Часть третья.   О  "Гавриилиаде"   

  Из многого, что удалось прочитать о «Гавриилиаде» А. С. Пушкина, наибольшее моё внимание привлекла работа известного русского поэта, критика, историка литературы, пушкиниста Владислава Ходасевича (1886-1939 г.г.), написанная в 1917году, которую я прочитала после того, как  уже написала этот реферат и мнение которого я полностью разделяю…

  Вот что писал Владислав Ходасевич о «Гавриилиаде»:
 
  «Отпечатанная в России, без сокращений и пропусков, "Гавриилиада" вышла только  через восемьдесят один год после смерти Пушкина. Она была под запретом, и читали её полностью лишь немногие, кому удавалось достать экземпляр одного из заграничных изданий поэмы. В музейных библиотеках она выдавалась "по особому разрешению". Огромному большинству читателей она была почти неизвестна.

  Правда, и это издание выпущено в ограниченном числе экземляров (555), и издатели указывают в предисловии, что книга предназначается "преимущественно для лиц, изучающих Пушкина, а не для широкого кругa читателей".
 
  Эта оговорка излишня и несправедлива. Всему русскому обществу пора, наконец, знать Пушкина, а чтобы знать поэта, его раньше всего надо прочитать всего, без изъятий.
 
  Если, откапывая в архивах самые незначительные письма, наброски, записки Пушкина, мы спешим ознакомить с ними читателей, справедливо полагая, что ни одно слово, произнесенное им, не должно быть забыто, - то что же сказать о целой поэме, над которой он упорно трудился, которая отразила ряд замечательных черт его творчества, которая так ценна для изучения его биографии и которая, наконец, так прекрасна в своей непосредственной, художественной очаровательности?

  "Гаврилиада" была под запретом по двум причинам: она объявлялась, во-первых, кощунственной, во-вторых, непристойной. Да, конечно, это книга не для детей и не для девушек. Но всё же и богохульность, и непристойность её должны быть подвергнуты переоценке».

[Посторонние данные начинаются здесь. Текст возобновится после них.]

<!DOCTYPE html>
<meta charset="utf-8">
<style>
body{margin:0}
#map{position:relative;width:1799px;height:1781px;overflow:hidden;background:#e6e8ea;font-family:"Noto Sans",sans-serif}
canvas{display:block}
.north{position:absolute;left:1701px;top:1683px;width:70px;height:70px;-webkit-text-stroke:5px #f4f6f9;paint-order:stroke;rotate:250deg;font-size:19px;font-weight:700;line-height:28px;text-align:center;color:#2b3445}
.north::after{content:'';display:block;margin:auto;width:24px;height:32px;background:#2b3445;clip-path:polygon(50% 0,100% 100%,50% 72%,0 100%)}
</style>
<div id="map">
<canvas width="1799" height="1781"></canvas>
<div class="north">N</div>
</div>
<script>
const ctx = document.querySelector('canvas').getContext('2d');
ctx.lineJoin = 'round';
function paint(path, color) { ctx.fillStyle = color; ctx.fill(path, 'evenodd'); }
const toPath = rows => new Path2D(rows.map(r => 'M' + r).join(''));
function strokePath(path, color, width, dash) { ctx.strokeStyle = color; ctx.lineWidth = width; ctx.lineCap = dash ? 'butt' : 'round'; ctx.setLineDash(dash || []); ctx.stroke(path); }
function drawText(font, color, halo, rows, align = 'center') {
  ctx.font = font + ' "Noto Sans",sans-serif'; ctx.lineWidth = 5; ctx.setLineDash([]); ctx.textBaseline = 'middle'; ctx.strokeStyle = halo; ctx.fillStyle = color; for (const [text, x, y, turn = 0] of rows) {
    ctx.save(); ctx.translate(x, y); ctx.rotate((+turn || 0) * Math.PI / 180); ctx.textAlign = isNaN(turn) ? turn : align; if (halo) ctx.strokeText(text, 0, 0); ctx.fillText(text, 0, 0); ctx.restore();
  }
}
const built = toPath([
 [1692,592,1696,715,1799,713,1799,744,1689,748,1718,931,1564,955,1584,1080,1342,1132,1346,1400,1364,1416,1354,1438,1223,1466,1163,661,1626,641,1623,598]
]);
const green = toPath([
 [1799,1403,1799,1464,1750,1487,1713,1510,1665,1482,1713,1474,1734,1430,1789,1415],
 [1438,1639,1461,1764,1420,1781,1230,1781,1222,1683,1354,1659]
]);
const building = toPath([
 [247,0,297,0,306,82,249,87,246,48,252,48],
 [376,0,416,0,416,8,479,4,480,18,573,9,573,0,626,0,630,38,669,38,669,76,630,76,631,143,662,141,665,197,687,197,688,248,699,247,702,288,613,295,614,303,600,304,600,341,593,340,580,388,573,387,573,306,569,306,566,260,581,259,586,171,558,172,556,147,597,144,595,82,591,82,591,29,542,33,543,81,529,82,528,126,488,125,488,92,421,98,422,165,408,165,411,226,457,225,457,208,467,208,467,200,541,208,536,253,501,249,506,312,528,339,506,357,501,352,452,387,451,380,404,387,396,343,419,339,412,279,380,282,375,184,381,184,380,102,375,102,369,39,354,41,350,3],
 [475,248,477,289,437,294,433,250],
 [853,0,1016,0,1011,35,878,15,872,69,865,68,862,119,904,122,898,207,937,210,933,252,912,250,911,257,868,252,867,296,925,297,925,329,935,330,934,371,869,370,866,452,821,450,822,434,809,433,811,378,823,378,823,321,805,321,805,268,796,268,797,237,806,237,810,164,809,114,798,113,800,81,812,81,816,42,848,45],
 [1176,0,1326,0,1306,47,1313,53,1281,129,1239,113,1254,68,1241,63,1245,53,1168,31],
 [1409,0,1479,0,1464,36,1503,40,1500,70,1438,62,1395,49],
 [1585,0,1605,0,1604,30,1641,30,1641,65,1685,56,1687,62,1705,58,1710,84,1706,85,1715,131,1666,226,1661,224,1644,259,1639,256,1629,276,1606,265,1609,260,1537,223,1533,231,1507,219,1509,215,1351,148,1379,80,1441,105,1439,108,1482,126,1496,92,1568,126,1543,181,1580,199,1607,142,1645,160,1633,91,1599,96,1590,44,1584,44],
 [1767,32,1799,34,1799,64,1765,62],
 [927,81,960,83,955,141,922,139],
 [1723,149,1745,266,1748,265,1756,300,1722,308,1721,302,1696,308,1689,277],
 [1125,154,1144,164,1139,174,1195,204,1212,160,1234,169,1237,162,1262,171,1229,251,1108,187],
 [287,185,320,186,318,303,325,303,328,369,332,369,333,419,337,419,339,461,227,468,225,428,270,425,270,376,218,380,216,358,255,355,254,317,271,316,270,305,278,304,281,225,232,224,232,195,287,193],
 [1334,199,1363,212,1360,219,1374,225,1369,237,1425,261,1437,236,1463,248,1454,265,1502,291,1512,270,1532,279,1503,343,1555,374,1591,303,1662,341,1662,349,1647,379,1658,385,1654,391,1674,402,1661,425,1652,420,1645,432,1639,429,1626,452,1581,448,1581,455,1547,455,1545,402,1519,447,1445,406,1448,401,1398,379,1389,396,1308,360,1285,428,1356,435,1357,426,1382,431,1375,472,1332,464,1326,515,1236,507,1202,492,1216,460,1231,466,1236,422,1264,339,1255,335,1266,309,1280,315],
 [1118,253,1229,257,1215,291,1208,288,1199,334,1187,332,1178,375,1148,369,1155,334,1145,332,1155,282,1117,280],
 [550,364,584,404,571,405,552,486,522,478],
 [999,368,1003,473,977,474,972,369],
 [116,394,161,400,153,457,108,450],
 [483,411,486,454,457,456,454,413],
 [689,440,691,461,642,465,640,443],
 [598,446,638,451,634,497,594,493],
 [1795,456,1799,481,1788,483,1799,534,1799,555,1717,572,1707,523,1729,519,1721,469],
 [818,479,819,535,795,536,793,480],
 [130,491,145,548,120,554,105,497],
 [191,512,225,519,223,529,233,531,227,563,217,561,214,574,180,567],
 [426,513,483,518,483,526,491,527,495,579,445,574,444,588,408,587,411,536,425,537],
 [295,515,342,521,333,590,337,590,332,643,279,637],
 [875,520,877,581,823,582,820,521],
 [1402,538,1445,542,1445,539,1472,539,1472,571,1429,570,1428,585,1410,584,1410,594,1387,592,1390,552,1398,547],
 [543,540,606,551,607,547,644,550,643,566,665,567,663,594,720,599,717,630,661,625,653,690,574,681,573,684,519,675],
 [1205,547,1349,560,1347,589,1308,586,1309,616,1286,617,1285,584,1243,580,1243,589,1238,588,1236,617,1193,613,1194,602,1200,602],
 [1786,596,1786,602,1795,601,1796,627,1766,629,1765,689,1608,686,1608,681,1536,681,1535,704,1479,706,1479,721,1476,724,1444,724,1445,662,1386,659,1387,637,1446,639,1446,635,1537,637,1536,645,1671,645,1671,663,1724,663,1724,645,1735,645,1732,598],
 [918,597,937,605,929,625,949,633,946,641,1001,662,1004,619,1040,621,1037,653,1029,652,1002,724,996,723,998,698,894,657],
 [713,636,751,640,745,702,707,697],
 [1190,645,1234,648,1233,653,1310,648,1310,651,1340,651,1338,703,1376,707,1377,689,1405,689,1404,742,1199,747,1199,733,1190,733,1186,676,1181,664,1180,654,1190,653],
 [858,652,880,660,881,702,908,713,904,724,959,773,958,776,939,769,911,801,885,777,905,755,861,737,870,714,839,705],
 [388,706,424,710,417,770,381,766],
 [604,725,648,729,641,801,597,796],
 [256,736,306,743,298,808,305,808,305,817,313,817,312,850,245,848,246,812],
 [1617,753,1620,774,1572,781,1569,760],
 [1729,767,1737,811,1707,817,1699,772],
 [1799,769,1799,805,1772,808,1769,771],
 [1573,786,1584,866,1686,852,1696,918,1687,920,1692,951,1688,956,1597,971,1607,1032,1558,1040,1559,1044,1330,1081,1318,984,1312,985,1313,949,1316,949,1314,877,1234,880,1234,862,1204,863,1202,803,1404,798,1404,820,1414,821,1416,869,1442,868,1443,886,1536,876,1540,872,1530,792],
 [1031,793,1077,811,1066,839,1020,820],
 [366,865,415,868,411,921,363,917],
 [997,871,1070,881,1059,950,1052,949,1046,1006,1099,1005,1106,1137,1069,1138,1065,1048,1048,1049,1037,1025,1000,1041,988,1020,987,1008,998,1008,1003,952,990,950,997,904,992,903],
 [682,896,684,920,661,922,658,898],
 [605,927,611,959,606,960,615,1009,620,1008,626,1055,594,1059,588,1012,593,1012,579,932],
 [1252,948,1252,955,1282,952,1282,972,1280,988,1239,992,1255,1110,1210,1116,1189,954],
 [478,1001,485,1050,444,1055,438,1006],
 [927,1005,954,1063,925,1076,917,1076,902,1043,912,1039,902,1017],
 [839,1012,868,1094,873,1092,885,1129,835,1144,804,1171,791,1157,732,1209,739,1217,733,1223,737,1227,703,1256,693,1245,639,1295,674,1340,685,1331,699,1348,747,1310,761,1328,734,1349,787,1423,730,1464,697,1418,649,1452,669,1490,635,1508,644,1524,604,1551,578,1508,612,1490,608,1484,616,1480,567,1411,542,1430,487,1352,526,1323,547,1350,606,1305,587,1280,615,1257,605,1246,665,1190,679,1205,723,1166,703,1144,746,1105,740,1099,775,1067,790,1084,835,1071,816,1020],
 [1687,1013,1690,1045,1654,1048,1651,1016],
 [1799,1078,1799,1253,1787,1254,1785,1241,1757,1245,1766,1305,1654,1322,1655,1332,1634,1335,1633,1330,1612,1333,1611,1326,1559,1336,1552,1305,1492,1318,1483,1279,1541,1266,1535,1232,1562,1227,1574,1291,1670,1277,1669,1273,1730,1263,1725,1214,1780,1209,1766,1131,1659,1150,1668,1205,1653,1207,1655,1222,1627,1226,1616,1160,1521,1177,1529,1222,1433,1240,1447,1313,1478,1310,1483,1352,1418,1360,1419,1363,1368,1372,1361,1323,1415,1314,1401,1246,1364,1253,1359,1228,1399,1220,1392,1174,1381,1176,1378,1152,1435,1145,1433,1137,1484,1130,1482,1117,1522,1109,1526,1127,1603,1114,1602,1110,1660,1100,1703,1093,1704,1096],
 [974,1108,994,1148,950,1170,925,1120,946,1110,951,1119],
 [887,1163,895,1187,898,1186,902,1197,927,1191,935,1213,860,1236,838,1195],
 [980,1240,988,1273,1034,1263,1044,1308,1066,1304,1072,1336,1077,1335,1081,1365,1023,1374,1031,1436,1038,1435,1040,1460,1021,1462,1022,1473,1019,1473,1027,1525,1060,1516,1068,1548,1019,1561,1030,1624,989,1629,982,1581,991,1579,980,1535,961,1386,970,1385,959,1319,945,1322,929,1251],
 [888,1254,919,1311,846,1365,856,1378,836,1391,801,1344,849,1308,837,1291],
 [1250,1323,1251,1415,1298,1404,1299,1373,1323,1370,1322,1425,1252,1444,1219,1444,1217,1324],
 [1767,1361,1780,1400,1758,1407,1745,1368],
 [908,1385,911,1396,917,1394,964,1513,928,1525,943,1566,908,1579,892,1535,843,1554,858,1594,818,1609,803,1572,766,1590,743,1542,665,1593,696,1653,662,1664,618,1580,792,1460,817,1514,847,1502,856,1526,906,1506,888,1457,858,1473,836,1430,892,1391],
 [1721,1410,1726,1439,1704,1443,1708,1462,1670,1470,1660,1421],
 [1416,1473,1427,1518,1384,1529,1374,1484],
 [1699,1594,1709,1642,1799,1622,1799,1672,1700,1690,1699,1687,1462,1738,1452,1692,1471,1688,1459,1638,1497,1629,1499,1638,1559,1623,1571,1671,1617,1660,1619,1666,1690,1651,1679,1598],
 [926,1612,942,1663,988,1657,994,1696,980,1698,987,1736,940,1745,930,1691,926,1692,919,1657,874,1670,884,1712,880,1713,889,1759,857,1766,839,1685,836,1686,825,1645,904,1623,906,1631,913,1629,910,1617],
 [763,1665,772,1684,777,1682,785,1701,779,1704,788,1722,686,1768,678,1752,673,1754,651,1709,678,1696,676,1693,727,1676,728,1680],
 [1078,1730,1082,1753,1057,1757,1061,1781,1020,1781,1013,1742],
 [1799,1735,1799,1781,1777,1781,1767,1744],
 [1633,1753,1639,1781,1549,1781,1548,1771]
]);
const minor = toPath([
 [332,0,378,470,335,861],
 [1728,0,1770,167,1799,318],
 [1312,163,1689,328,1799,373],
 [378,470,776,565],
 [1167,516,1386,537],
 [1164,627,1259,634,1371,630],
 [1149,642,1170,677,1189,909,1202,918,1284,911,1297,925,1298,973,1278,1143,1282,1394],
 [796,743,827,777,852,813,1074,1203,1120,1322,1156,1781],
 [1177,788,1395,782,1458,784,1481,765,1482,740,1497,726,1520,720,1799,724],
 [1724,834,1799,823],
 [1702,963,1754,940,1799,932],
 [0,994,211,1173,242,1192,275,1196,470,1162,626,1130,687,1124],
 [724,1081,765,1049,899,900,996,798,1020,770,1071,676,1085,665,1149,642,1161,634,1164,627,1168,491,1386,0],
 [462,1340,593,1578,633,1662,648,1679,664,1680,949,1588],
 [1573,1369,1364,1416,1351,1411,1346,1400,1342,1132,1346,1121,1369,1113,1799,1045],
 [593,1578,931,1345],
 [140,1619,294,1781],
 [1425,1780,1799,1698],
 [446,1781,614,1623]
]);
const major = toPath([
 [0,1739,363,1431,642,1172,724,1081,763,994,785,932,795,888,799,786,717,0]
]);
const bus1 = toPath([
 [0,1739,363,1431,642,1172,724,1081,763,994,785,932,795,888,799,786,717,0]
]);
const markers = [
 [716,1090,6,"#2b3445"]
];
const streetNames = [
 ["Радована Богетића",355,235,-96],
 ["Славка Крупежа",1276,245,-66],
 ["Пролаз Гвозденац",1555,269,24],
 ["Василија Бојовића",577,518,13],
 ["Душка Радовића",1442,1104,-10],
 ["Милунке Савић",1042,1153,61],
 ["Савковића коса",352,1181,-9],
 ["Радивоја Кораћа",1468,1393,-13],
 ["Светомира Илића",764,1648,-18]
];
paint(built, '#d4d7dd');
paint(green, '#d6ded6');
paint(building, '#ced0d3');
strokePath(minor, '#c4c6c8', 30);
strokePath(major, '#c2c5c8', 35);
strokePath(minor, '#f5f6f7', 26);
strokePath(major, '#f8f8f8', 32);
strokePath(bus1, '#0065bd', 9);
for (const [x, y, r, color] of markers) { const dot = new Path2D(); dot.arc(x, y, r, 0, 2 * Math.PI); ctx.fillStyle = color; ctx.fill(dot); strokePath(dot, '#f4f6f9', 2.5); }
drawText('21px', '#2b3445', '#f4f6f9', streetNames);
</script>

  Время написания "Гаврилиады" (1821 год)  целиком относится к так называемому кишинёвскому периоду жизни Пушкина. Этим сказано многое. Сколько бы ни грустил в те дни великий поэт, сколько бы раз ни сравнивал он себя с Овидием, "влачившим мрачны дни" на берегах Дуная, - несомненно всё-таки, что эта грусть и мрачные мысли не вполне соответствовали его тогдашнему образу жизни. По этому поводу особенно мудрить нечего».
  Вполне естественно и психологически понятно, что "в часы раздумия и одиночества Пушкин задумывался над своей участью, над изгнанием, вспоминал всё, что оставил на севере и что потерял ещё так недавно, расставшись с Раевскими, - и ему становилось грустно".
  "Но кроме элегического Пушкина существовал и другой: друг Всеволожского и Юрьева, член "Зелёной Лампы", неугомонный Сверчок "Арзамаса", поклонник Вакха и Киприды.
  Для этого Пушкина Кишинёв, с его шумом, пирушками, проказами, прекрасными еврейками, снисходительными молдаванками, "обритыми и рогатыми мужьями", дуэлями и всем прочим, - представлял обширное и весёлое поле деятельности. 
К этому надо прибавить, что ещё так недавно впервые развернулись пред ним картины Кавказа и Крыма, его поразившие, увидал он новую, необычную жизнь юга, новое небо, горы, море, людей, так мало похожих на обитателей Петербурга и Москвы, всех этих молдаван, евреев, цыган, горцев, татар. Какими, должно быть, бурями откликалась на всё это "африканская кровь"!
  И в довершение всего - двадцать два года, жгучая радость жизни, молодость!"
  Невозможно не согласиться с этими доводами  Вл. Ходасевича.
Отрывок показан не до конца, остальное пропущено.